▸ **Exercise directions**:
Provide an exact copy of the lines from the beginning of the records through the line that includes "position:absolute; left:16px; top:1677px;", and of no others.

▸ **Data to use**:
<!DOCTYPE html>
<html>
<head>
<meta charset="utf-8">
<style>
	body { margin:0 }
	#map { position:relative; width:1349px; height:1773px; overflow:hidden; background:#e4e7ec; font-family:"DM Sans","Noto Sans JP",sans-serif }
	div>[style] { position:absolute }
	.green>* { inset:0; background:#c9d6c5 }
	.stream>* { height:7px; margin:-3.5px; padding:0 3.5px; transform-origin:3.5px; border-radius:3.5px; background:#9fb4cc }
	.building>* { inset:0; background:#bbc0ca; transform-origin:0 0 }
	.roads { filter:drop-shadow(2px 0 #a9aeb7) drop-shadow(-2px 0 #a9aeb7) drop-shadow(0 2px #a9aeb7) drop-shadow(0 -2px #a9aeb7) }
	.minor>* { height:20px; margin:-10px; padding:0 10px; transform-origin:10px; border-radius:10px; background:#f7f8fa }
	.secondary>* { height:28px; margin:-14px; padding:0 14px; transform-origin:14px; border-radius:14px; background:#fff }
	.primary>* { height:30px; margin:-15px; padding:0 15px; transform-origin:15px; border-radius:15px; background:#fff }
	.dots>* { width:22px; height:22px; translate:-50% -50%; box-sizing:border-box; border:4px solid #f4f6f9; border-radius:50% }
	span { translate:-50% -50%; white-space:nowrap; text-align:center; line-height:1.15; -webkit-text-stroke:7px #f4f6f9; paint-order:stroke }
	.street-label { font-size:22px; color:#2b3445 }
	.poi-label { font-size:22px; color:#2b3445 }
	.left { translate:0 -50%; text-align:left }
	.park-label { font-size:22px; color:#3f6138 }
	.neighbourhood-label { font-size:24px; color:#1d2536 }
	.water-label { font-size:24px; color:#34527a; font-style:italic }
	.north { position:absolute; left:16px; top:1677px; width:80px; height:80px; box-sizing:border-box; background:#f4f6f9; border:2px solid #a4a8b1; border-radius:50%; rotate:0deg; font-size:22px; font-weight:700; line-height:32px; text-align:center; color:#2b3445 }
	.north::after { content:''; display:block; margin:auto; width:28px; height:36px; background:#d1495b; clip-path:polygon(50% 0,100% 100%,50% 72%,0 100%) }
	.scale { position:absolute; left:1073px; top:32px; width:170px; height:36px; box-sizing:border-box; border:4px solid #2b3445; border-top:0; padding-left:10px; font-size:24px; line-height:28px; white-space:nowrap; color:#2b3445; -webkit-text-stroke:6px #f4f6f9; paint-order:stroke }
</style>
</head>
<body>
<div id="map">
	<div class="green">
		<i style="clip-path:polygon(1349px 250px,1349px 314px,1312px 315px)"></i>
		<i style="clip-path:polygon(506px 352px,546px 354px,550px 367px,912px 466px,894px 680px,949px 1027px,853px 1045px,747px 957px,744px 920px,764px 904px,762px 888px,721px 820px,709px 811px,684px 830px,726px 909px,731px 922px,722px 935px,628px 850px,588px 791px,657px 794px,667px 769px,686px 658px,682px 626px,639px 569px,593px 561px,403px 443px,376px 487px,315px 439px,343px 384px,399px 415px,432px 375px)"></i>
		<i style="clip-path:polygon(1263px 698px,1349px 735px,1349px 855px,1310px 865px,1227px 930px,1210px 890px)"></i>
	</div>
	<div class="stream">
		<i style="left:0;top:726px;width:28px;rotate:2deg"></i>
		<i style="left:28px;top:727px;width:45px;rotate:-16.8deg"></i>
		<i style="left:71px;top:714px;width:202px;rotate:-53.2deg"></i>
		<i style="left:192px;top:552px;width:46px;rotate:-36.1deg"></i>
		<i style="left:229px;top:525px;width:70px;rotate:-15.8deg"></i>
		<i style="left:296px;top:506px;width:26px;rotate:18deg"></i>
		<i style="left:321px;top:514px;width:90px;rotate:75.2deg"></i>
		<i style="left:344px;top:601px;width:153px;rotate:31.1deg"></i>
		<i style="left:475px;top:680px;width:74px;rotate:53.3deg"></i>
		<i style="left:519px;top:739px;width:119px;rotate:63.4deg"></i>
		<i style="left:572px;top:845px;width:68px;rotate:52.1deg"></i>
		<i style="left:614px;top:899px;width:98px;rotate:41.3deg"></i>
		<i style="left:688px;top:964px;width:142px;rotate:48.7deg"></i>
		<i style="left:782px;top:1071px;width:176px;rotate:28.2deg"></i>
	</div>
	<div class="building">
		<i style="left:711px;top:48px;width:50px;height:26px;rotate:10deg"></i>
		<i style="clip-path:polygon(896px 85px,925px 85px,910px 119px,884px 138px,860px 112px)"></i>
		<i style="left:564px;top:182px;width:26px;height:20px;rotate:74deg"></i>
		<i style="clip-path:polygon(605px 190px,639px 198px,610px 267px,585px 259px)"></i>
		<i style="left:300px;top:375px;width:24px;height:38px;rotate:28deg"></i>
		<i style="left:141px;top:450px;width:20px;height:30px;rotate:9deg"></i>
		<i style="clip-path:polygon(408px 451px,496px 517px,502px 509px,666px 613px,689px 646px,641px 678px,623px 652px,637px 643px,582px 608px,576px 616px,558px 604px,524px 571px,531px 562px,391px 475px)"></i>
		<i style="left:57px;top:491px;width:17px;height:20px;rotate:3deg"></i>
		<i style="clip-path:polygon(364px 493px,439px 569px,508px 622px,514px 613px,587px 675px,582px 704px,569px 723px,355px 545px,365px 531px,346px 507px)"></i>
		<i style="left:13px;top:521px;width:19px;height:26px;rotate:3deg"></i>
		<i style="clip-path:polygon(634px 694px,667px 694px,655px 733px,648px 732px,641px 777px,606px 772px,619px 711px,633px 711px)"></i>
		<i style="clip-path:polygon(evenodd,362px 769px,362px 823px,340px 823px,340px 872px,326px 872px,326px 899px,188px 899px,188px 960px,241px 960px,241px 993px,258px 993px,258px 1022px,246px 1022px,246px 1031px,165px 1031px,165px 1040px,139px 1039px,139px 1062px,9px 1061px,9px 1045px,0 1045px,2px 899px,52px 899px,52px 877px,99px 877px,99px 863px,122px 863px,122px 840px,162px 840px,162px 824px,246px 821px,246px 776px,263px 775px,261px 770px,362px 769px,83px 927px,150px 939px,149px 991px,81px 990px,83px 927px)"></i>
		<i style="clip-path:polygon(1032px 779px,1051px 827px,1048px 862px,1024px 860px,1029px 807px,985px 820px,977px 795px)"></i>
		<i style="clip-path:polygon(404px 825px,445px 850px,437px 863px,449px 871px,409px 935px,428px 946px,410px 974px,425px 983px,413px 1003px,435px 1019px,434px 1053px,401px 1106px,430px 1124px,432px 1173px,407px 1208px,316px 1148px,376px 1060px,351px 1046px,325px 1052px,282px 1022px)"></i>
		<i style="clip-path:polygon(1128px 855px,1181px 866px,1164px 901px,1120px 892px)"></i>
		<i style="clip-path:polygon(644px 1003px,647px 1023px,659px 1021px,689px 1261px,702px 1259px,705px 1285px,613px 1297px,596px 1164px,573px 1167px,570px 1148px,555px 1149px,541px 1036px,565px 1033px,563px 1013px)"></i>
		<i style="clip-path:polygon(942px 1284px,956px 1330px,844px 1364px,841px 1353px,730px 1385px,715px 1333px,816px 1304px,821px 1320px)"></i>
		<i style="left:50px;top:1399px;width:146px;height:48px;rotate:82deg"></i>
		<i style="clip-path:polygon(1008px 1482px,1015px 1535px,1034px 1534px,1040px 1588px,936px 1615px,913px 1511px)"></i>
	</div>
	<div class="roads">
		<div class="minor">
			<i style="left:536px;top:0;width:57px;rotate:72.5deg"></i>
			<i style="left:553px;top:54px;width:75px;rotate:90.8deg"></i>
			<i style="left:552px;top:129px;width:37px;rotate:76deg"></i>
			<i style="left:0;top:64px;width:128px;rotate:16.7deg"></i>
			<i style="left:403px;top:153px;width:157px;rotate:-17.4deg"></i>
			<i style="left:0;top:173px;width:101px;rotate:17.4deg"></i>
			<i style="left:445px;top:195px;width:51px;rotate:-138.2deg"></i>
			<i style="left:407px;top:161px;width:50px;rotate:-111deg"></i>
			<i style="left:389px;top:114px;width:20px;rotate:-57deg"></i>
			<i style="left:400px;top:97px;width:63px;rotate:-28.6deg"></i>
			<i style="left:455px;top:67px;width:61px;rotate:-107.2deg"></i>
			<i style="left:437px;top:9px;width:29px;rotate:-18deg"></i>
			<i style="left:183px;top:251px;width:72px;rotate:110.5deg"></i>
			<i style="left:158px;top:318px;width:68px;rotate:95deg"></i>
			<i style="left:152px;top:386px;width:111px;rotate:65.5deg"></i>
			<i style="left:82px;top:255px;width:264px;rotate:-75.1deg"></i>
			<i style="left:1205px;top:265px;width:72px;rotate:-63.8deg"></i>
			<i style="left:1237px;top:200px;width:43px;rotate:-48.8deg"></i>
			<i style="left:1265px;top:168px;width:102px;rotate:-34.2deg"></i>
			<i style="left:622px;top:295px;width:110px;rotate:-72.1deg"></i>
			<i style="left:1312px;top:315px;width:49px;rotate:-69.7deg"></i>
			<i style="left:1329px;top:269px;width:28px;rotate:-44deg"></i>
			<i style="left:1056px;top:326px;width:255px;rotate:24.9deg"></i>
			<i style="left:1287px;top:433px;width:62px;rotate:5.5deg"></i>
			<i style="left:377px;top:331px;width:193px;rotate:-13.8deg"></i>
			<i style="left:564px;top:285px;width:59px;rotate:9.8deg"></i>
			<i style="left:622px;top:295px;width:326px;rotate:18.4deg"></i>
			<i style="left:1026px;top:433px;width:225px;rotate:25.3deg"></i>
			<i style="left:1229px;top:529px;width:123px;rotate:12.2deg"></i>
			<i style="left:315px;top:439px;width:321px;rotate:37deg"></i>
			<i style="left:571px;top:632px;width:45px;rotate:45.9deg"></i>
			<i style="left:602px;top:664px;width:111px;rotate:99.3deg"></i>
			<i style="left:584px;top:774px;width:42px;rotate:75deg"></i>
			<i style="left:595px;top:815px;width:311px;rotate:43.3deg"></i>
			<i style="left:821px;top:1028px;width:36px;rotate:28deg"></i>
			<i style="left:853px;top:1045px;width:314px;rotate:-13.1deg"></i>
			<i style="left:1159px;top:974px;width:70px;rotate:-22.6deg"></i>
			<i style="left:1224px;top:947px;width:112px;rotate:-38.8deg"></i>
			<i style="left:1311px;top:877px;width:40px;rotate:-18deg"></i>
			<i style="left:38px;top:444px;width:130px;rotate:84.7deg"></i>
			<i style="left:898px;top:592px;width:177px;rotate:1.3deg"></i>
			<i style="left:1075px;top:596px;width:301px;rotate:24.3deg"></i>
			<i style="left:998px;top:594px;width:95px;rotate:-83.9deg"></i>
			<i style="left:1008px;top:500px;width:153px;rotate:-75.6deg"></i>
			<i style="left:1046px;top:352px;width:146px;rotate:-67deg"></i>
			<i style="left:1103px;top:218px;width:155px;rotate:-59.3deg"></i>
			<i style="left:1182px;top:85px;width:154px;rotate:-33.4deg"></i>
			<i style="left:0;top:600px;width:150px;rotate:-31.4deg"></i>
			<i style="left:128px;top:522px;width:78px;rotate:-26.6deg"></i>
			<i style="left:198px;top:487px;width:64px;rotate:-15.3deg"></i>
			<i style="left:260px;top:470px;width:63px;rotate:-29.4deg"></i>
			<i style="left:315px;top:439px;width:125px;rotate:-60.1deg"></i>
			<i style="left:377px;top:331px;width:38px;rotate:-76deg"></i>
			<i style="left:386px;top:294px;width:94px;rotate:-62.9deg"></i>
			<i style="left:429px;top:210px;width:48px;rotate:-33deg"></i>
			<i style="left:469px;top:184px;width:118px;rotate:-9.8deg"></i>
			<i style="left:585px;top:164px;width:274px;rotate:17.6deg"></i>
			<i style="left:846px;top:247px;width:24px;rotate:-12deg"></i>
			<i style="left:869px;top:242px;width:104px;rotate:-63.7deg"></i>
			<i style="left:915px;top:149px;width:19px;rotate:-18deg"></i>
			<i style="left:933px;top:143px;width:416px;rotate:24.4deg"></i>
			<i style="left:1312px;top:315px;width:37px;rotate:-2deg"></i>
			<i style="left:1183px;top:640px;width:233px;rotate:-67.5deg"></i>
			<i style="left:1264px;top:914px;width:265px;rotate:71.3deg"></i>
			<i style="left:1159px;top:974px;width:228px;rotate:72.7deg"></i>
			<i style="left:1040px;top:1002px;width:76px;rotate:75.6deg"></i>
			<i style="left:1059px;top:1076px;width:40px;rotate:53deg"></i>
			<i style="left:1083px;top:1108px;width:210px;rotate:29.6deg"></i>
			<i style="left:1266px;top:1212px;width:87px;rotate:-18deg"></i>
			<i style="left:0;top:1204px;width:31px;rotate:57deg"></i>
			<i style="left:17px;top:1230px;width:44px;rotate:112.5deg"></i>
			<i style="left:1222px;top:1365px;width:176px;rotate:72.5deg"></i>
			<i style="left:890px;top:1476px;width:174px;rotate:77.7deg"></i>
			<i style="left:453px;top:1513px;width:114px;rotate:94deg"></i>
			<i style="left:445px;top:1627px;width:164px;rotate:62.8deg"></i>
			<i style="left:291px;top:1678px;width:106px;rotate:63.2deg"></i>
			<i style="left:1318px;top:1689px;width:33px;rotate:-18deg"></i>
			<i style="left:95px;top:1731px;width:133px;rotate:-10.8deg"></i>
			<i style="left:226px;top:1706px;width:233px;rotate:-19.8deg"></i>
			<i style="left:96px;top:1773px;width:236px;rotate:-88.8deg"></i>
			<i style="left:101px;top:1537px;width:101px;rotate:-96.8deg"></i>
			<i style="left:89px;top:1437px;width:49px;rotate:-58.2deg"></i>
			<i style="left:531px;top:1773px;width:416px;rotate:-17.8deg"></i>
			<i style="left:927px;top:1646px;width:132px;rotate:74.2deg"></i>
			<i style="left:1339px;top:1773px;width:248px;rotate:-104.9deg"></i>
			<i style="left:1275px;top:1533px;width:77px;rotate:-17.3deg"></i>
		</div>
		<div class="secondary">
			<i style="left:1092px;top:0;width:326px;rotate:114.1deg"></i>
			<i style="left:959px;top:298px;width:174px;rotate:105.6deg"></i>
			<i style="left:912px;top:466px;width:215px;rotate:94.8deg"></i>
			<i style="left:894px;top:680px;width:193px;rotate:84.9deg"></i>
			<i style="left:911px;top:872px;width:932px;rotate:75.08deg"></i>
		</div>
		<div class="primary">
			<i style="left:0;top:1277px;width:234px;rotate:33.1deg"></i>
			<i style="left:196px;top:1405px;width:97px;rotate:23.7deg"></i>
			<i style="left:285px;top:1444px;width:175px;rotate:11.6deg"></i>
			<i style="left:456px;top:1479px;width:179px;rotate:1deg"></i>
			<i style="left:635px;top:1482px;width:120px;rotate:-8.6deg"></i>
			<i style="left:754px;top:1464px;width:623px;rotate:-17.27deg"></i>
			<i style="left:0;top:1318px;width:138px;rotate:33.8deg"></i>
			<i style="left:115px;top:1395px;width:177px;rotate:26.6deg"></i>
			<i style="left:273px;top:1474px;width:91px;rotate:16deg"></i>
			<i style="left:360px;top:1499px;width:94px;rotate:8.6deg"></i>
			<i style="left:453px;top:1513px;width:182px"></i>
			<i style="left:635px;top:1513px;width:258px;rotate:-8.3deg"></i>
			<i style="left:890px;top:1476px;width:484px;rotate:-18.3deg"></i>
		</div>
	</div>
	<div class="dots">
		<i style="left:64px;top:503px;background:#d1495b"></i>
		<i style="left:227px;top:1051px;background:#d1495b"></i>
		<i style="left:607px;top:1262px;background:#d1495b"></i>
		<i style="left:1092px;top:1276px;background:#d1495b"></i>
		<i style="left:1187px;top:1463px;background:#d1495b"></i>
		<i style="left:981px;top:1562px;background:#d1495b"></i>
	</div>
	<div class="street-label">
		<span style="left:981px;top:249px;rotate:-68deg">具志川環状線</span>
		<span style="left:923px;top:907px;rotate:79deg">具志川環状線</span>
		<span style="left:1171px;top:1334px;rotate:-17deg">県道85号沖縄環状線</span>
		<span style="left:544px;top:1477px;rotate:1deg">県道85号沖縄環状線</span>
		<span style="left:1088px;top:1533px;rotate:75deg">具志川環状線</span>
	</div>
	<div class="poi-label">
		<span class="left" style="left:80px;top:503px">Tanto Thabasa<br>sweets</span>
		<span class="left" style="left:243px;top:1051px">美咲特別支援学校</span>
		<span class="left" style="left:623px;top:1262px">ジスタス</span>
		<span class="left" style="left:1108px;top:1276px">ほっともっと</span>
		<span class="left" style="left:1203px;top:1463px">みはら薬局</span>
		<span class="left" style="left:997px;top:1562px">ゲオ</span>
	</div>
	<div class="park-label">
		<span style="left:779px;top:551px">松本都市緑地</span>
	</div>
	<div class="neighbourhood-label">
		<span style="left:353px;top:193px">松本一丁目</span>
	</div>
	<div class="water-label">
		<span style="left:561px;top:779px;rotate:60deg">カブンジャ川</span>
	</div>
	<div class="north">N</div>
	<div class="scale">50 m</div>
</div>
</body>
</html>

▸ **Task output**:
<!DOCTYPE html>
<html>
<head>
<meta charset="utf-8">
<style>
	body { margin:0 }
	#map { position:relative; width:1349px; height:1773px; overflow:hidden; background:#e4e7ec; font-family:"DM Sans","Noto Sans JP",sans-serif }
	div>[style] { position:absolute }
	.green>* { inset:0; background:#c9d6c5 }
	.stream>* { height:7px; margin:-3.5px; padding:0 3.5px; transform-origin:3.5px; border-radius:3.5px; background:#9fb4cc }
	.building>* { inset:0; background:#bbc0ca; transform-origin:0 0 }
	.roads { filter:drop-shadow(2px 0 #a9aeb7) drop-shadow(-2px 0 #a9aeb7) drop-shadow(0 2px #a9aeb7) drop-shadow(0 -2px #a9aeb7) }
	.minor>* { height:20px; margin:-10px; padding:0 10px; transform-origin:10px; border-radius:10px; background:#f7f8fa }
	.secondary>* { height:28px; margin:-14px; padding:0 14px; transform-origin:14px; border-radius:14px; background:#fff }
	.primary>* { height:30px; margin:-15px; padding:0 15px; transform-origin:15px; border-radius:15px; background:#fff }
	.dots>* { width:22px; height:22px; translate:-50% -50%; box-sizing:border-box; border:4px solid #f4f6f9; border-radius:50% }
	span { translate:-50% -50%; white-space:nowrap; text-align:center; line-height:1.15; -webkit-text-stroke:7px #f4f6f9; paint-order:stroke }
	.street-label { font-size:22px; color:#2b3445 }
	.poi-label { font-size:22px; color:#2b3445 }
	.left { translate:0 -50%; text-align:left }
	.park-label { font-size:22px; color:#3f6138 }
	.neighbourhood-label { font-size:24px; color:#1d2536 }
	.water-label { font-size:24px; color:#34527a; font-style:italic }
	.north { position:absolute; left:16px; top:1677px; width:80px; height:80px; box-sizing:border-box; background:#f4f6f9; border:2px solid #a4a8b1; border-radius:50%; rotate:0deg; font-size:22px; font-weight:700; line-height:32px; text-align:center; color:#2b3445 }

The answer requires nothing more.